*** Begin section ***
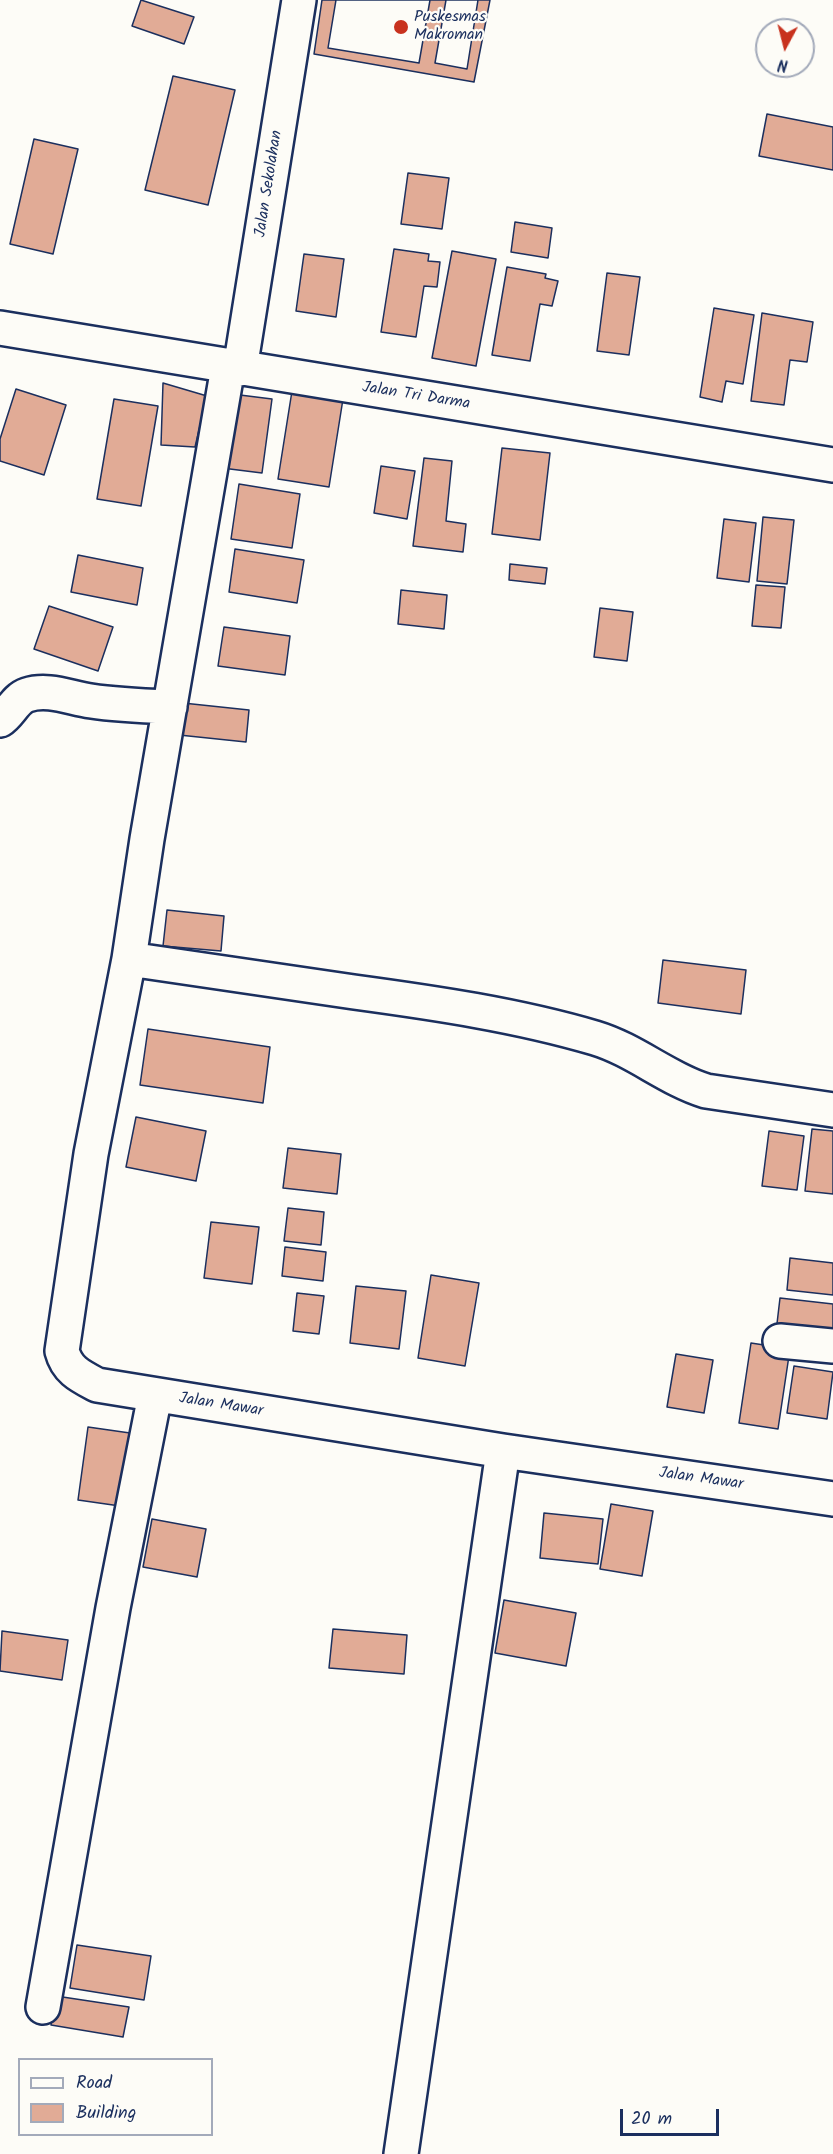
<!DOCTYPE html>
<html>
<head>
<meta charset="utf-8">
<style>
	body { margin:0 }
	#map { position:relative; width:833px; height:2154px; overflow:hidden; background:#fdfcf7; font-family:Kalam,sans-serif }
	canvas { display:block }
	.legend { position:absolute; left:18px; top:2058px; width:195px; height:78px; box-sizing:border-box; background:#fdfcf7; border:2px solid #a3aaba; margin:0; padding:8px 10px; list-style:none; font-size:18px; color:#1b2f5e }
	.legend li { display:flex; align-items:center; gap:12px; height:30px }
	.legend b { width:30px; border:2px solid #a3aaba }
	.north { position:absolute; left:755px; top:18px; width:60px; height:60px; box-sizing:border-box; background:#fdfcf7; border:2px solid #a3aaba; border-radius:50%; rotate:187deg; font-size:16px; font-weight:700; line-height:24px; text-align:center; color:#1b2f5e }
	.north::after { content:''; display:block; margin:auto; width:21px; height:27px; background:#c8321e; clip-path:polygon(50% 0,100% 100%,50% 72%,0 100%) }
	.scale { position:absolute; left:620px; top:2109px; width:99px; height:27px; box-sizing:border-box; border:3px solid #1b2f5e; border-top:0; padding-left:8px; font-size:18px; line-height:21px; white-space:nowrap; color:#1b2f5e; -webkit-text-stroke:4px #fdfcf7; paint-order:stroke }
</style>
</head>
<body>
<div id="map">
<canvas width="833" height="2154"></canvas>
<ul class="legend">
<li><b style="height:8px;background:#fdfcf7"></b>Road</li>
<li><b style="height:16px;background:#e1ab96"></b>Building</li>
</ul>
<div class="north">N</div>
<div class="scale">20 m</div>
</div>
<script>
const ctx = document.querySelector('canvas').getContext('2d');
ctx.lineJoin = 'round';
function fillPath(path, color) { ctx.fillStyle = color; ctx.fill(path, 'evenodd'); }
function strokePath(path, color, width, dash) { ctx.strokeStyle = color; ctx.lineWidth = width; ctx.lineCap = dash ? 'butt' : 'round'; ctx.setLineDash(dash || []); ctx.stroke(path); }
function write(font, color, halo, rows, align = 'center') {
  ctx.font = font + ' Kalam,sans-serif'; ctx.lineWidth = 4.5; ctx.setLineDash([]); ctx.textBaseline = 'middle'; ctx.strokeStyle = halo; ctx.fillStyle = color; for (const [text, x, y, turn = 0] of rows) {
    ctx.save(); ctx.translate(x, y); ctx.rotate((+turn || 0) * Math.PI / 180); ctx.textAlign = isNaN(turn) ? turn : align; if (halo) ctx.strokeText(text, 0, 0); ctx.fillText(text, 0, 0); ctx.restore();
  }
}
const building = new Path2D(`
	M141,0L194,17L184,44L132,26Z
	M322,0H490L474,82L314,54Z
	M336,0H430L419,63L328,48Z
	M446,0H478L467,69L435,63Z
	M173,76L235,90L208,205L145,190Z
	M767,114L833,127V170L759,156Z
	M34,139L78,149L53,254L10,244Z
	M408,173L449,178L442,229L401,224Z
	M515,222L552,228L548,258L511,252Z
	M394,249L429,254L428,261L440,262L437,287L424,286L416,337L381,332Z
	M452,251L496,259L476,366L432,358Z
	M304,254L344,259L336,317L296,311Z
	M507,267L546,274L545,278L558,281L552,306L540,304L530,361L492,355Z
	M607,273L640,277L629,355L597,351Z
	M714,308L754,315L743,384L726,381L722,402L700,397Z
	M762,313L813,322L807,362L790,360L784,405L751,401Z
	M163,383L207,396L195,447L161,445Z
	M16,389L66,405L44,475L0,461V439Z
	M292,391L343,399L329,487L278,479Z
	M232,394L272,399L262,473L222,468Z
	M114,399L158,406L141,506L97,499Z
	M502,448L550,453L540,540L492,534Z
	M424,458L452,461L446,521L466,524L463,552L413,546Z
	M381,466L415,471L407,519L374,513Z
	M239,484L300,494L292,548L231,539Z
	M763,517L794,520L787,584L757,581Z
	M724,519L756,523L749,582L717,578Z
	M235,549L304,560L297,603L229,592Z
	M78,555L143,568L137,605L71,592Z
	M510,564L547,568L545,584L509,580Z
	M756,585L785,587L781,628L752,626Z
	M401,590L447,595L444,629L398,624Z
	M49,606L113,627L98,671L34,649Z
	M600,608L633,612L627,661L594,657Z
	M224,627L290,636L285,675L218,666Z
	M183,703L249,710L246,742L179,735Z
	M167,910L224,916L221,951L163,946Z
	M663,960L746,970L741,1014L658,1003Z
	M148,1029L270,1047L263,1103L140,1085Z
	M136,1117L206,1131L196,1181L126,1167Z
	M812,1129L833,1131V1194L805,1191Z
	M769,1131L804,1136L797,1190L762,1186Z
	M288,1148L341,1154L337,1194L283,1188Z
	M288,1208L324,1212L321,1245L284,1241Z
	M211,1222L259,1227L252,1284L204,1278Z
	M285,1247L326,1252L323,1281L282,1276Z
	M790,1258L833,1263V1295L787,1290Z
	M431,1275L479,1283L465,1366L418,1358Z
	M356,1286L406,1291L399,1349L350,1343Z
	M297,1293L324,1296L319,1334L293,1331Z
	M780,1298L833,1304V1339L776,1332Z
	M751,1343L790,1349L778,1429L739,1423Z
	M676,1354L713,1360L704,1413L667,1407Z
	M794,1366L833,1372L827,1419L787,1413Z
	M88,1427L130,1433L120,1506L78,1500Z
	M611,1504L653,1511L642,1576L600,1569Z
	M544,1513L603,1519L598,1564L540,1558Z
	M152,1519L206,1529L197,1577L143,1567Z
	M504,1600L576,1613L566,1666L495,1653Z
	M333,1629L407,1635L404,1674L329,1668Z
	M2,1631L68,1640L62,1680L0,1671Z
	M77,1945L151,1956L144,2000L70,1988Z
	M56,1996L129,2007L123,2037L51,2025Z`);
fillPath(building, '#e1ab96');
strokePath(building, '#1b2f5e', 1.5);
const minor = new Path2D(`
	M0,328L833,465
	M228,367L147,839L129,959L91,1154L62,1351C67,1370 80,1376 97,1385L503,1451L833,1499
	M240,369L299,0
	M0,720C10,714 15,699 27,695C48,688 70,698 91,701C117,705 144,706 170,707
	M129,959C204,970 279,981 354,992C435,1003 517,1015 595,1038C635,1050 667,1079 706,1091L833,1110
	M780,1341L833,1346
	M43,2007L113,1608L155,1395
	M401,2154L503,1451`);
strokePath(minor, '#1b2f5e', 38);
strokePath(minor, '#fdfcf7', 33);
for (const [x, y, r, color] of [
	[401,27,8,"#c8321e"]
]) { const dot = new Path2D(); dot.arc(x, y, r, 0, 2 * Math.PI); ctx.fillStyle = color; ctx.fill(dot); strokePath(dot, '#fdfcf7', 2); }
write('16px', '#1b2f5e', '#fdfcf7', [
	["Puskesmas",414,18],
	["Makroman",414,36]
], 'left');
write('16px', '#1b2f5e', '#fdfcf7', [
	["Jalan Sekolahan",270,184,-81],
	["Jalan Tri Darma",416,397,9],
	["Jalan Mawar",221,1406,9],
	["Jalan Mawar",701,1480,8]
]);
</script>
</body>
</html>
*** End section ***
*** Begin section ***
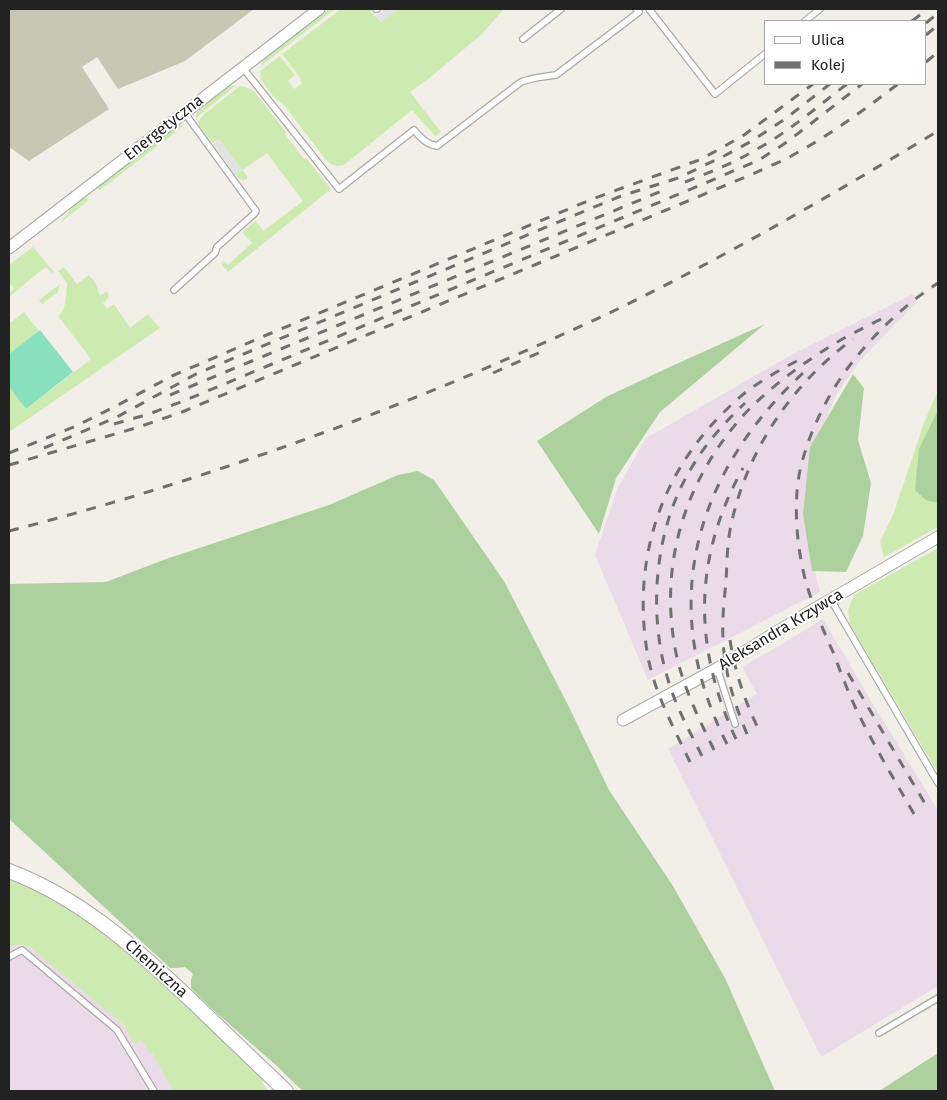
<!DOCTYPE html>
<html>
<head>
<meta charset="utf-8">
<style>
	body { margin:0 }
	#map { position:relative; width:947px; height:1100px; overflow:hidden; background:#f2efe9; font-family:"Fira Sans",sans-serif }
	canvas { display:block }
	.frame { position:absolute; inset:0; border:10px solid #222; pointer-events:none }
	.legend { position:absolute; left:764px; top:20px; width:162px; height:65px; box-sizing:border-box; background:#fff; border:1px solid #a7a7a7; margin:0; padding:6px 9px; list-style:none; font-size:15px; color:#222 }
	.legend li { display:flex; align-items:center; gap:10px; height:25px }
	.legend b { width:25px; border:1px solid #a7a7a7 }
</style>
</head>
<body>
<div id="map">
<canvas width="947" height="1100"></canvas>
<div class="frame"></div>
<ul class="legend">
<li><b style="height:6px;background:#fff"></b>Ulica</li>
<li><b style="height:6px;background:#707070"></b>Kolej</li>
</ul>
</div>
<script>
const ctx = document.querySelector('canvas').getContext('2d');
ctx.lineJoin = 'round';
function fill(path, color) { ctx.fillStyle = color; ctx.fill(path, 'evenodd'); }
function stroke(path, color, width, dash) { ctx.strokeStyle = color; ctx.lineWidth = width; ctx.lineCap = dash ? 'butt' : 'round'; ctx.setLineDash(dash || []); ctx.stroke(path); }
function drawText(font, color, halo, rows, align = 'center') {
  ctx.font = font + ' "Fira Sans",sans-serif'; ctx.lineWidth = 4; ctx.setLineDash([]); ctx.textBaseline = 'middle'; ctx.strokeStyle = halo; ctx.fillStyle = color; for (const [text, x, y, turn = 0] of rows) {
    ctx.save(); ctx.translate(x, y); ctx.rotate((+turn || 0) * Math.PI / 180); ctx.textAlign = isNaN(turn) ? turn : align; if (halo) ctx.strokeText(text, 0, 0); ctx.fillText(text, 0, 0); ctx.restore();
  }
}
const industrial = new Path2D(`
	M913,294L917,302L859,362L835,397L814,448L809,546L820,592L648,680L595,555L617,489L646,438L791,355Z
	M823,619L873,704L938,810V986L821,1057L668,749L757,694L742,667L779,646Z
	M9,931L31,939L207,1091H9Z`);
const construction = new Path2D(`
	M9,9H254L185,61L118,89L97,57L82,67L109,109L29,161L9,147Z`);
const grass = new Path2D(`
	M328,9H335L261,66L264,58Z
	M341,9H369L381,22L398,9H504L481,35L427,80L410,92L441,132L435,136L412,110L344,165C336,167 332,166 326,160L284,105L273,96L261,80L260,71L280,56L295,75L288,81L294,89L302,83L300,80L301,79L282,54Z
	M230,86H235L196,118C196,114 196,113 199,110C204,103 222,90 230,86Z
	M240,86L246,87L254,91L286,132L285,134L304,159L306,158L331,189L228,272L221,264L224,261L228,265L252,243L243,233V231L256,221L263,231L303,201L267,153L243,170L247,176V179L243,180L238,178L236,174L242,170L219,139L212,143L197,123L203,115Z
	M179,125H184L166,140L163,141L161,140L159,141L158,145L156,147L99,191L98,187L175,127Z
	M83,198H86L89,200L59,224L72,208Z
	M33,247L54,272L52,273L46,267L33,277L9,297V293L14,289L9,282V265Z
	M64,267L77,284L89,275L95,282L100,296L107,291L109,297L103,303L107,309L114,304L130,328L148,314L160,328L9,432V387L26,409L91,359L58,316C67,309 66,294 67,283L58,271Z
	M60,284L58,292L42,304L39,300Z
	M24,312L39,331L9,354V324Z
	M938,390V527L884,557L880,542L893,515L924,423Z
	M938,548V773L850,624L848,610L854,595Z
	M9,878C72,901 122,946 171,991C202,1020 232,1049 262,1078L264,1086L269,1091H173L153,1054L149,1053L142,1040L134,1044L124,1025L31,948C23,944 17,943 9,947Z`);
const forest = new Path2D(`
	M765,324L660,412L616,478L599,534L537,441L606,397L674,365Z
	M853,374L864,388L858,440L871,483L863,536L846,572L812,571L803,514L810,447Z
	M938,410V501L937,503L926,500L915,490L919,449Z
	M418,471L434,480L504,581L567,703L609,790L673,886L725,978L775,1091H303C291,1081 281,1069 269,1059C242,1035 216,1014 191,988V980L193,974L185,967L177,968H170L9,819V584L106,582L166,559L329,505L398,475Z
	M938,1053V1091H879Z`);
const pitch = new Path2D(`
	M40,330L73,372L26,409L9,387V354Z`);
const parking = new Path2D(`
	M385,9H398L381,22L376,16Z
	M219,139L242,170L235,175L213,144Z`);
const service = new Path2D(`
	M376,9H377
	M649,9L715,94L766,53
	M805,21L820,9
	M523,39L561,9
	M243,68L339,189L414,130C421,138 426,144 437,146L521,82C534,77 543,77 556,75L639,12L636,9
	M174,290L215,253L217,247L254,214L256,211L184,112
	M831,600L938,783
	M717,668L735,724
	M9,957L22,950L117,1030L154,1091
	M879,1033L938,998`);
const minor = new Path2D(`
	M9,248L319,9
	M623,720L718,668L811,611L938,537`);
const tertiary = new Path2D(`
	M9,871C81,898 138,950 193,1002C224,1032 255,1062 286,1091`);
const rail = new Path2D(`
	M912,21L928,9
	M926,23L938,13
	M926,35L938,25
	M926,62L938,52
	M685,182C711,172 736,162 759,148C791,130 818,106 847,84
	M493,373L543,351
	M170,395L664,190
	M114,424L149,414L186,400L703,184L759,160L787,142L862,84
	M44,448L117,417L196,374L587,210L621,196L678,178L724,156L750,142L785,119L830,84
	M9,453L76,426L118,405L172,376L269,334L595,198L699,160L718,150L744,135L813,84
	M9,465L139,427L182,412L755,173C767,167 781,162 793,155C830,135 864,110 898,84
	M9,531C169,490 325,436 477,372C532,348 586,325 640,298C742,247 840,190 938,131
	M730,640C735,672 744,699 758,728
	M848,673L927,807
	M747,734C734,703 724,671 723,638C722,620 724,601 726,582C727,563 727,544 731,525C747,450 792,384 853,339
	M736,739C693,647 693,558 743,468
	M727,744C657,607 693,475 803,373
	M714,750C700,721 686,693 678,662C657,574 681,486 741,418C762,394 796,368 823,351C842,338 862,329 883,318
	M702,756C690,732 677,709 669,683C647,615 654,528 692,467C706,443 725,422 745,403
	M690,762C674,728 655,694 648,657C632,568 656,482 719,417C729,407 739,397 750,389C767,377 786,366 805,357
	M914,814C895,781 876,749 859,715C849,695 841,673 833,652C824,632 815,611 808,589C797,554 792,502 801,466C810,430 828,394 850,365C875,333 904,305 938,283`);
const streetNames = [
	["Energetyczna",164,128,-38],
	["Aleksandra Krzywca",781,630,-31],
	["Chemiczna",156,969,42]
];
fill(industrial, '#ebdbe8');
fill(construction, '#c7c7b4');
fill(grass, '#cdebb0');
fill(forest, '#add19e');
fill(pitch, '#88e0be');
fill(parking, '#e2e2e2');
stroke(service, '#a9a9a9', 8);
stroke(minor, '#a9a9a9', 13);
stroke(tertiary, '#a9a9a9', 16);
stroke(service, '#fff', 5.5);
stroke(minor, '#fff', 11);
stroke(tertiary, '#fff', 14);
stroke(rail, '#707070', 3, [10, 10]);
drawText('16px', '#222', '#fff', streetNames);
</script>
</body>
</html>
*** End section ***
■ Problem to solve:
In the listing above, find the line holding "width:25px; border:1px solid" and the line holding "function fill(path, color)", then output those two lines and every line between them exactly.

■ Exercise result:
	.legend b { width:25px; border:1px solid #a7a7a7 }
</style>
</head>
<body>
<div id="map">
<canvas width="947" height="1100"></canvas>
<div class="frame"></div>
<ul class="legend">
<li><b style="height:6px;background:#fff"></b>Ulica</li>
<li><b style="height:6px;background:#707070"></b>Kolej</li>
</ul>
</div>
<script>
const ctx = document.querySelector('canvas').getContext('2d');
ctx.lineJoin = 'round';
function fill(path, color) { ctx.fillStyle = color; ctx.fill(path, 'evenodd'); }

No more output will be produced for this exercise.